It is easy to see now that neither Europe generally, nor this country in particular, had any reason to interfere in the lamentable scenes which deluged France with blood in the closing decade of the eighteenth century. We had not interfered with the monstrous abuses which had disfigured the government of the Bourbons; we had no concern with the monstrous excesses which discredited the cause of popular liberty. The horrible scenes which were acted in Paris, the flight of the king, his capture, his judicial murder, ought to have excited the indignation of Europe; they ought not to have demanded its interposition. Unhappily, however, in the eighteenth century the cause of monarchy was identified with the cause of order, and other European nations witnessed the degradation of a king in France with much the same feelings with which the Americans would contemplate the creation of a king in Canada. The cause of monarchy was supposed to be universally attacked by the destruction of monarchy in France, and the great sovereigns of Europe interfered, not so much to restore Louis XVI. as to prevent their own dethronement. If, however, the sovereigns

of Europe should have refrained from intervention, it is evident that, if they intervened at all, they should at least have done so effectually. The road to Paris was open, the French people were broken up into parties; they had no army, no money, and no credit. A really determined general, at the head of a really well organised expedition, must have succeeded in forcing his way to Paris and in restoring order. Unhappily the allies were jealous of each other, and uncertain what to do. Their generals, instead of marching, manoeuvred; they indulged in purposeless cannonades, and abstained from direct attacks. Their imbecility and vacillation served a double purpose. Their own troops were dispirited, their enemies were educated. The revolutionary wave which was deluging France with blood found an outlet in military ambition.
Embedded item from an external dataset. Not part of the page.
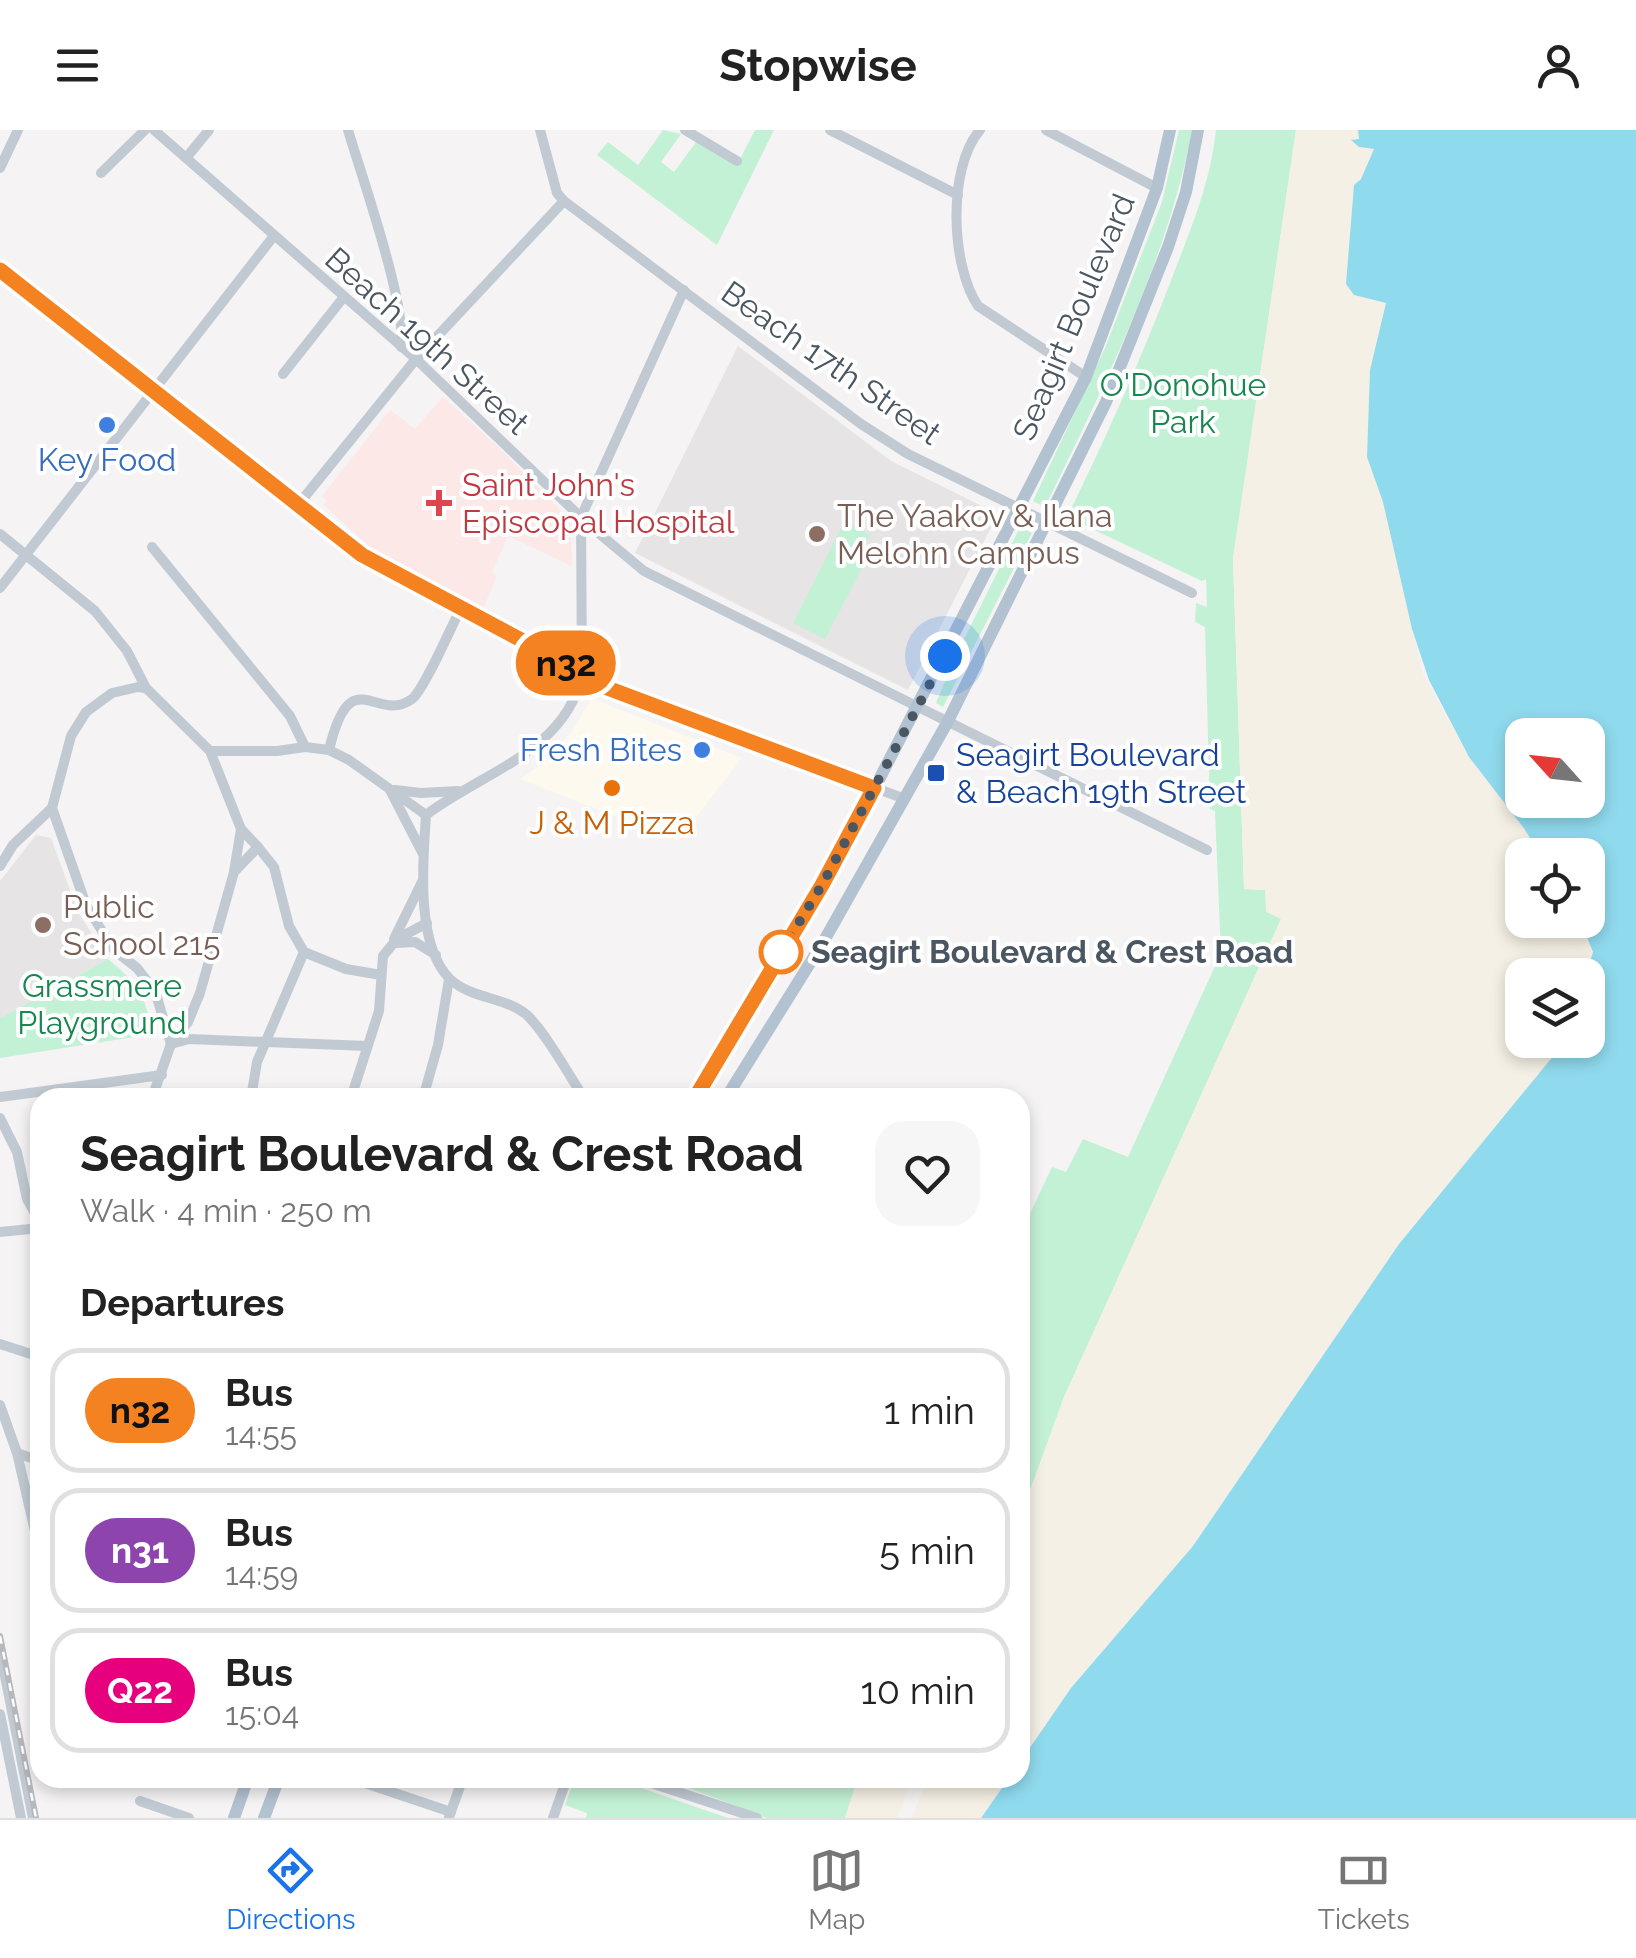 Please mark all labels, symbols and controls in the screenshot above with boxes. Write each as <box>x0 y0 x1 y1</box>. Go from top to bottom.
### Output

The fearful war which was thus wantonly commenced continued with short intervals for fourteen years. During the course of it every power but one deserted in turn the cause which had been undertaken in common; every power but one suffered the penalty of a French invasion. England alone, with one short interval of peace, persevered from the commencement to the close of the struggle. England alone was saved from the humiliation of invasion. Yet Englishmen can look back at the earlier events of the war with only slight satisfaction. The brilliant victories at sea, which made this country the first naval power in the world, barely atoned for the discreditable part which she played on land. The most important expedition which she attempted ended in a mere military parade. The largest subsidies which she lavished on her allies did not save them from defeat or deter them from deserting her.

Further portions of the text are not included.